Ich kenne nun meine Antreiber, die mich rotieren lassen, die mein schlechtes Gewissen füttern. Meine Muster, die sich mir immer wieder in den Weg stellen und mich zur Verzweiflung bringen. Mein Selbstvertrauen muss ich erst wieder finde. Es liegt begraben unter dem Staub der Firma, die mich auch nicht halten will. Die meinen Weggang nicht hinterfragt und mich einfach ersetzt hat, der ich vielleicht sogar lästig geworden bin.

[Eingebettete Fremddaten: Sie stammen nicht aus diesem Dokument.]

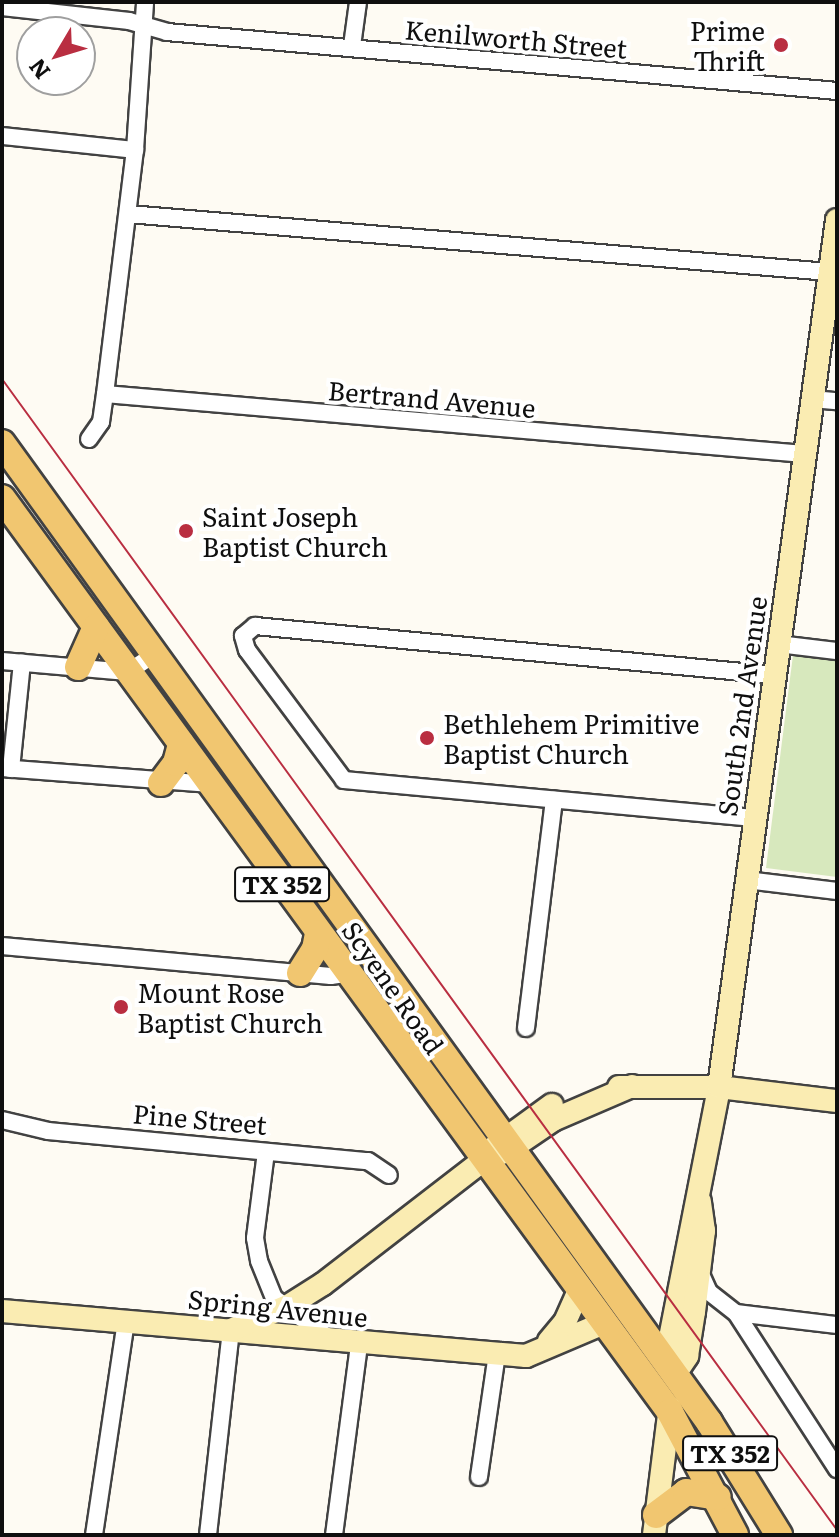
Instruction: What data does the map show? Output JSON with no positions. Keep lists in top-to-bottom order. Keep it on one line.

In einer Branche, die eigentlich von neuen Ideen, neuen Wegen, neuen Strömungen lebt habe ich meine Ideen verloren, meine Wege sind vom Sand zugeweht und die Strömung spüre ich nur als Windhauch im Haar. Zu lange habe ich für andere „am Rädchen“ gedreht. „Same-same-but-different“- Entwürfe gemacht. Meine Handschrift für die vermeintliche Karriere aufgegeben.



Ich muss mich neu suchen. Neu erfinden will ich mich nicht. Denn das was ich bin ist eigentlich toll.



Ich bin toll!



Und mutig und ich werde die Kraft finden um gegen die Mühlen anzukämpfen. Um mich zu trauen das Neue anzugehen. Um auf mich aufmerksam zu machen und wenn ich mich gefunden habe werde ich mich hinstellen und zurückschauen und milde lächeln.



Ich bin mutig, denn ich gebe mich nicht ganz auf, ich habe rechtzeitig gemerkt, dass da etwas in mir ist das toll ist und das man nicht so einfach aufgeben darf. Denn es macht mich zu dem Menschen der ich bin, als der ich geliebt werde, geschätzt werde und glücklich bin.



Wenn man nicht die Kraft hat weiter zu leiden, dann muss man die Kraft finden neu anzufangen. Und das werde ich tun!